Да, Докучаев переулок, он узким кошачьим лазом петлял между двухэтажными домами с горбатыми крышами, рядами кирпича, краснеющего из-под осыпавшейся штукатурки, разбитыми слуховыми окнами и выныривал где-то на Каланчевке, поблизости от трех вокзалов. И был в начале переулка дом — такой же, как все, с тем лишь отличием, что снаружи его не заштукатурили, а в елочку обшили досками, которые почернели от времени и приобрели некое странное свойство — гниловато светиться и фосфоресцировать под луной. Впрочем, местных жителей, возвращающихся домой в ночную пору, это не слишком пугало, и было бы ошибкой утверждать, будто о светящемся доме ходила дурная слава, и он пользовался репутацией дома с привидениями.

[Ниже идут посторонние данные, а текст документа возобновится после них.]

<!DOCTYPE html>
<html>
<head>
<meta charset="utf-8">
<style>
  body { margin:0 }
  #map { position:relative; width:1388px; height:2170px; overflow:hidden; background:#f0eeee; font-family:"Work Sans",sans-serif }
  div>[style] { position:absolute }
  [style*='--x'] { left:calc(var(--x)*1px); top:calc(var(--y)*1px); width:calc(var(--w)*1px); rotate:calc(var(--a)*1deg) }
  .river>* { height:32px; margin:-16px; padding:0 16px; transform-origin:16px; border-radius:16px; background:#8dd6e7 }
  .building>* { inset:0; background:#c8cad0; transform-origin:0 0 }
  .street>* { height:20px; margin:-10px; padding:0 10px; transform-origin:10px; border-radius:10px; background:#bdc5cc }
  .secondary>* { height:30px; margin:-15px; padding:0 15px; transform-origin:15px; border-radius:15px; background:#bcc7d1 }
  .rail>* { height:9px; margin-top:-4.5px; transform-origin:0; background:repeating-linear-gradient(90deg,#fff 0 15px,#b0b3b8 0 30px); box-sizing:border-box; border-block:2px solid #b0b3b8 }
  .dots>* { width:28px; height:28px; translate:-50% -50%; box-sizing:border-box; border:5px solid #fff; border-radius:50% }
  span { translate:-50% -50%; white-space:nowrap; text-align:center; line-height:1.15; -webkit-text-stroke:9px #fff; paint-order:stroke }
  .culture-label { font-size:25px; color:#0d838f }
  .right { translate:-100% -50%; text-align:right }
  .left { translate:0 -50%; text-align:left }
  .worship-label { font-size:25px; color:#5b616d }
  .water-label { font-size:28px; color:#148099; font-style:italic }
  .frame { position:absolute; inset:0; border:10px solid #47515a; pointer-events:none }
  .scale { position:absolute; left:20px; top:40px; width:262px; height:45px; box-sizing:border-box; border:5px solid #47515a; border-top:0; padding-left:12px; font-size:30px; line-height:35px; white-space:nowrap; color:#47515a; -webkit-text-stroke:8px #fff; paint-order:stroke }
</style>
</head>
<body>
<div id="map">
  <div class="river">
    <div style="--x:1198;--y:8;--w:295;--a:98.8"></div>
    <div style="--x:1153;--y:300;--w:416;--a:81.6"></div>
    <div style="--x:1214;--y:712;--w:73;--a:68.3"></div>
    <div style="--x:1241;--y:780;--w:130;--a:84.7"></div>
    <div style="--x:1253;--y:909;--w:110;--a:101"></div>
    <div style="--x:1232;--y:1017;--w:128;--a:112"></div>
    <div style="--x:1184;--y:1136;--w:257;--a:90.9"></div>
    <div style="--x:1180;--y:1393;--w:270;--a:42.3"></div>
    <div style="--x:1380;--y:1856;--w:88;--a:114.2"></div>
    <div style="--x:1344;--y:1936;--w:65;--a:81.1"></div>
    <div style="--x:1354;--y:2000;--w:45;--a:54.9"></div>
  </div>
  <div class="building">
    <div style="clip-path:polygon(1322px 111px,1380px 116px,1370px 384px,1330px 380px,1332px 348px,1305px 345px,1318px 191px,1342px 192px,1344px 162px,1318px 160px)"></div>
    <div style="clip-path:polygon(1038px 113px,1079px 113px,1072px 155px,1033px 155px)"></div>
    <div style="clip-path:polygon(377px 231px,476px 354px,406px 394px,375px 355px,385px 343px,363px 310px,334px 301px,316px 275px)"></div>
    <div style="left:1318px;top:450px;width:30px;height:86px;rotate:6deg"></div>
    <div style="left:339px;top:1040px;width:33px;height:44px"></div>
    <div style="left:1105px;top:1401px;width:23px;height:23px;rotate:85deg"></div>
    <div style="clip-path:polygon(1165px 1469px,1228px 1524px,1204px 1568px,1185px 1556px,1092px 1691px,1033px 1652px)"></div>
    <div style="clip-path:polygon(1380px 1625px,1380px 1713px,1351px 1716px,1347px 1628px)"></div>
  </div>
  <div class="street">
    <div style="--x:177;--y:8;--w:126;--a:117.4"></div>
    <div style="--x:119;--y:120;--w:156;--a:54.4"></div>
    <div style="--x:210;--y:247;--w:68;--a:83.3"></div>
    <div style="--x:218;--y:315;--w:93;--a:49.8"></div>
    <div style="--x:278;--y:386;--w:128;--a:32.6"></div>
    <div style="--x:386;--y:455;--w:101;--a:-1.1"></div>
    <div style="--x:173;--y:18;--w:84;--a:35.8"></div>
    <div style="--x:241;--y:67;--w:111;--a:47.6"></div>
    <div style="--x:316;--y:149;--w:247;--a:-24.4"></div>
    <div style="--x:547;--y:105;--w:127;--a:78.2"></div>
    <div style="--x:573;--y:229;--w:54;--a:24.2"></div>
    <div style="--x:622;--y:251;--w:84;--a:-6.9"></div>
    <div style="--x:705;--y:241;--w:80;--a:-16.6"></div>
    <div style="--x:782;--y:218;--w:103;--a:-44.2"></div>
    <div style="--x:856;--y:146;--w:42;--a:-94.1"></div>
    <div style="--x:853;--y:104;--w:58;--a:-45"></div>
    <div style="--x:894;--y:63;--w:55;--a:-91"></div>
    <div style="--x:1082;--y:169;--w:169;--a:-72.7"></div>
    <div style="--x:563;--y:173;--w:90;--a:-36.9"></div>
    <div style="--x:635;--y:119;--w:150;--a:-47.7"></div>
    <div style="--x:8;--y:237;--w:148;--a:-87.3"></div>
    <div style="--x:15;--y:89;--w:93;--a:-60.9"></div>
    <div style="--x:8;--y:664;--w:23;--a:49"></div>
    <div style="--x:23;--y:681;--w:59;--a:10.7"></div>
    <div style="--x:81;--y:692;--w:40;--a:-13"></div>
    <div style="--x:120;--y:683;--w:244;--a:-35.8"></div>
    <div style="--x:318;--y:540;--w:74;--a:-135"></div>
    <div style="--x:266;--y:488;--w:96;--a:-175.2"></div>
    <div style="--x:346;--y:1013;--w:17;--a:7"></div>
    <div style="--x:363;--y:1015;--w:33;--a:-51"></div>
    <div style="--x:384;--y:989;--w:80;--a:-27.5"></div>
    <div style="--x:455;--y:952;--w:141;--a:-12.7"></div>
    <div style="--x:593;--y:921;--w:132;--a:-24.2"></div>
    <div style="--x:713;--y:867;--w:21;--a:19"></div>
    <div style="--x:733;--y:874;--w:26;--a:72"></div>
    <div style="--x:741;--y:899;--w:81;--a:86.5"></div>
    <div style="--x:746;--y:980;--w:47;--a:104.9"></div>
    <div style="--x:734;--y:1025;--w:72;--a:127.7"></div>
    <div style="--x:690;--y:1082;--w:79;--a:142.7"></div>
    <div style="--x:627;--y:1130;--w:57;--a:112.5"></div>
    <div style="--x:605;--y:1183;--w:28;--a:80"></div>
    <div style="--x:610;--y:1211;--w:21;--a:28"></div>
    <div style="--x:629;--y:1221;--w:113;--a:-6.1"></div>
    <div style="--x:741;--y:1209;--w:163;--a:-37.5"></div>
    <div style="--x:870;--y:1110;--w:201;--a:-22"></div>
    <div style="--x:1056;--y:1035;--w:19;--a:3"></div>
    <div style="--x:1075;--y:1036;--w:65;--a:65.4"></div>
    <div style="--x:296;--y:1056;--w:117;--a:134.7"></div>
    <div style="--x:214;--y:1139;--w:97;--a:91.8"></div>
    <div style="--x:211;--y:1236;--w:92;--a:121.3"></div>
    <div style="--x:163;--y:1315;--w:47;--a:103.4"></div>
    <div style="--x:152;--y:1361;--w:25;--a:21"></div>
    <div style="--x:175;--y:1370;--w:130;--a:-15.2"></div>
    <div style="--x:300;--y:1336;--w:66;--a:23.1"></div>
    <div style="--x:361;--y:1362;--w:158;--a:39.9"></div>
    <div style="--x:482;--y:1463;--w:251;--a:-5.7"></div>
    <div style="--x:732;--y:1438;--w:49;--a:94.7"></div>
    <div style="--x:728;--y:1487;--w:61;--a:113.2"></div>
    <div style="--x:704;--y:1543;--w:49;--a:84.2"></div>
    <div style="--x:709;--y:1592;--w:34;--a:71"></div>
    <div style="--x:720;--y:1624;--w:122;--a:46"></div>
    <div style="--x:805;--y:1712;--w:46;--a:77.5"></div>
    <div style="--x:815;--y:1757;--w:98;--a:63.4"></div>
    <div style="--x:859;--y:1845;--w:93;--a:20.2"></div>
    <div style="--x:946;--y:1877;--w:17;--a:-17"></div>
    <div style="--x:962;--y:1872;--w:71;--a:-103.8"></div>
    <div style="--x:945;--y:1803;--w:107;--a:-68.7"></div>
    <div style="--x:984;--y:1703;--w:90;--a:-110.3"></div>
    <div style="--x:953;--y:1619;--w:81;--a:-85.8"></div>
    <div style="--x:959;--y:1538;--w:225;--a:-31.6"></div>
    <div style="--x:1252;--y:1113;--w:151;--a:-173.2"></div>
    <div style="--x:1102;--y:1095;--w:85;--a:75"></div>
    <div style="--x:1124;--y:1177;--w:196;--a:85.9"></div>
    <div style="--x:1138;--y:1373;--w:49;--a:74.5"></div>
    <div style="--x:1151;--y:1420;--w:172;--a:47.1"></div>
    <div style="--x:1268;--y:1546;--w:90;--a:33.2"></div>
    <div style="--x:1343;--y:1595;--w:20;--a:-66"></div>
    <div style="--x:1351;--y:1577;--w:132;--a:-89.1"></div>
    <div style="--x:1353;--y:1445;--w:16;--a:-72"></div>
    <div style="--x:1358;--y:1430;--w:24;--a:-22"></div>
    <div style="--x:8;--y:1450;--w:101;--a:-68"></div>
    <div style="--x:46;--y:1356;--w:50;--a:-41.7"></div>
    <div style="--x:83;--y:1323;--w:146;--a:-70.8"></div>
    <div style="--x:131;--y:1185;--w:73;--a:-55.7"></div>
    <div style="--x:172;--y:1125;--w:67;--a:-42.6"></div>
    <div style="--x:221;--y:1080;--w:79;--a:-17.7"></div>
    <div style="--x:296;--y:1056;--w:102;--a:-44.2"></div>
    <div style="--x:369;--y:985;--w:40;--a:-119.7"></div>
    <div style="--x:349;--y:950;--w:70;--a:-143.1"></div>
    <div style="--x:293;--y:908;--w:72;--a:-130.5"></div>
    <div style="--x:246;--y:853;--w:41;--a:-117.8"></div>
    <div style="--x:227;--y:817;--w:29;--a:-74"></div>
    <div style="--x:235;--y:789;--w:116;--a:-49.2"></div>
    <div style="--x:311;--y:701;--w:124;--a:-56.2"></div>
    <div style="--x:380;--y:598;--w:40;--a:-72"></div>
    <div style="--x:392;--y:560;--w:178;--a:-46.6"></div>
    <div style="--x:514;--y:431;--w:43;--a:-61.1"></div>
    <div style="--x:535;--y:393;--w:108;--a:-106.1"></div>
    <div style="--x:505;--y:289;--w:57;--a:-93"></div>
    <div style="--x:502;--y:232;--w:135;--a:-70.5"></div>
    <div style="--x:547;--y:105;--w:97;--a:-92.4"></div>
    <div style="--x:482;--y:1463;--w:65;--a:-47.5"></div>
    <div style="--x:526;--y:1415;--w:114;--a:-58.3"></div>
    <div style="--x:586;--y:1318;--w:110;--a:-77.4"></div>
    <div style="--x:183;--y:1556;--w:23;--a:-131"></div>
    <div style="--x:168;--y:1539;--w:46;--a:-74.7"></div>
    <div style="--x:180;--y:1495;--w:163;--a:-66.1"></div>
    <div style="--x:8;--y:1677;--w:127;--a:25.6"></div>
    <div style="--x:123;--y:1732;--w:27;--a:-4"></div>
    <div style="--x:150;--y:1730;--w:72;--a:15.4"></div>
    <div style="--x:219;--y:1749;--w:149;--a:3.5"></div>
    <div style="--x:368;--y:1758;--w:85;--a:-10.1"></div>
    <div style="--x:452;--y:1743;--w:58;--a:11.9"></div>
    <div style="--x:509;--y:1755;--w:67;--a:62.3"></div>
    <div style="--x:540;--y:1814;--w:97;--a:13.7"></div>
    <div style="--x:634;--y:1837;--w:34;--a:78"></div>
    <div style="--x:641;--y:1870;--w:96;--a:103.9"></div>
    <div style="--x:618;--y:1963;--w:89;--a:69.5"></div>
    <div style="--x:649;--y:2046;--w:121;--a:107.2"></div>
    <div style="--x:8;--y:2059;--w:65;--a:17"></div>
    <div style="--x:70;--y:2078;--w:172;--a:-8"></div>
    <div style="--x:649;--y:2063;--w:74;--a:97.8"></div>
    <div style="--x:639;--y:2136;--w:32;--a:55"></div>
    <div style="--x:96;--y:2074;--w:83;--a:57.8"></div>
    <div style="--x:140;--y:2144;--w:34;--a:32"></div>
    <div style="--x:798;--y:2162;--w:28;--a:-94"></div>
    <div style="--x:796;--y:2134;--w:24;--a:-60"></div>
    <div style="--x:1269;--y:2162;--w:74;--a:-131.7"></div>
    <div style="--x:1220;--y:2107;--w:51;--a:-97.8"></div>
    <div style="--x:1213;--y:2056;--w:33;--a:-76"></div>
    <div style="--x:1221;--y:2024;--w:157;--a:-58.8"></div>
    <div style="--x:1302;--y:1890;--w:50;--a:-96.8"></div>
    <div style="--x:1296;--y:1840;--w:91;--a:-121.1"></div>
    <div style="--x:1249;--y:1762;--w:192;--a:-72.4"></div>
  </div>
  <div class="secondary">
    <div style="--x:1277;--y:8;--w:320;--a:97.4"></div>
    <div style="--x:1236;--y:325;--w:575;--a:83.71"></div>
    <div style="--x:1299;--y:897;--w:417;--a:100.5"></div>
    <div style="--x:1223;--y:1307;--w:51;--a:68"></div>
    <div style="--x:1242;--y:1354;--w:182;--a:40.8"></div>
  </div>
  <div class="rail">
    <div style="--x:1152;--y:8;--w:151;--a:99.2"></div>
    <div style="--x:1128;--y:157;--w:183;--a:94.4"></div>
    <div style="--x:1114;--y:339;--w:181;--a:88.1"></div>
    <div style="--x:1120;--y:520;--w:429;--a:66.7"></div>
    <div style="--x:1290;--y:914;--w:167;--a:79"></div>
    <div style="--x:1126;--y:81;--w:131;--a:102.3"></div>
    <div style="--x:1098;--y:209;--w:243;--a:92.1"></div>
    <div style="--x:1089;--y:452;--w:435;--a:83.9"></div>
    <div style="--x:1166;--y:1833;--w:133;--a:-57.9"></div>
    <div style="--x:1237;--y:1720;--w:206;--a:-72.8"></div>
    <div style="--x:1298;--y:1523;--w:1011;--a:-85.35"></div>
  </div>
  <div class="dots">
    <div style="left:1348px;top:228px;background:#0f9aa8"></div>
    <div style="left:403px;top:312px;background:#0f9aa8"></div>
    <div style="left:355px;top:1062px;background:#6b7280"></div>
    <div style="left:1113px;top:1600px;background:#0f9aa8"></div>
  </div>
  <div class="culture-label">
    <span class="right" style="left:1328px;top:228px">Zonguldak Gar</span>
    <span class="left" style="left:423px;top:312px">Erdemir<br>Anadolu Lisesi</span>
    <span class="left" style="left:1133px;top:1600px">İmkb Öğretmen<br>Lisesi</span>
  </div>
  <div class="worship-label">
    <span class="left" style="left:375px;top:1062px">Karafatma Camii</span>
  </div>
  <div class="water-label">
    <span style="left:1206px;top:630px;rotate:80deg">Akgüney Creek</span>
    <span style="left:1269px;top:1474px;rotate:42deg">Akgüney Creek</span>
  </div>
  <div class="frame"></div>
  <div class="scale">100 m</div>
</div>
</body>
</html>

Какие там привидения, если самые обычные люди топили углем и дровами печи, сушили белье во дворе на веревках, которые поддерживали раскачиваемые ветром шесты, квасили в бочках капусту с брусничкой, а вовсе не вертели столы, не вызывали духов и не гадали на кофейной гуще! И, что для нас особенно важно отметить, в доме был подвальный этаж, или, попросту говоря, подвал. Да, подвал со спускающейся вниз деревянной лестницей, длинным, тускло освещенным коммунальным коридором, застеленным выцветшими половиками, двумя рядами крашеных или обитых дерматином дверей и наполовину ушедшими в землю окнами, в которые видны лишь ноги редких прохожих.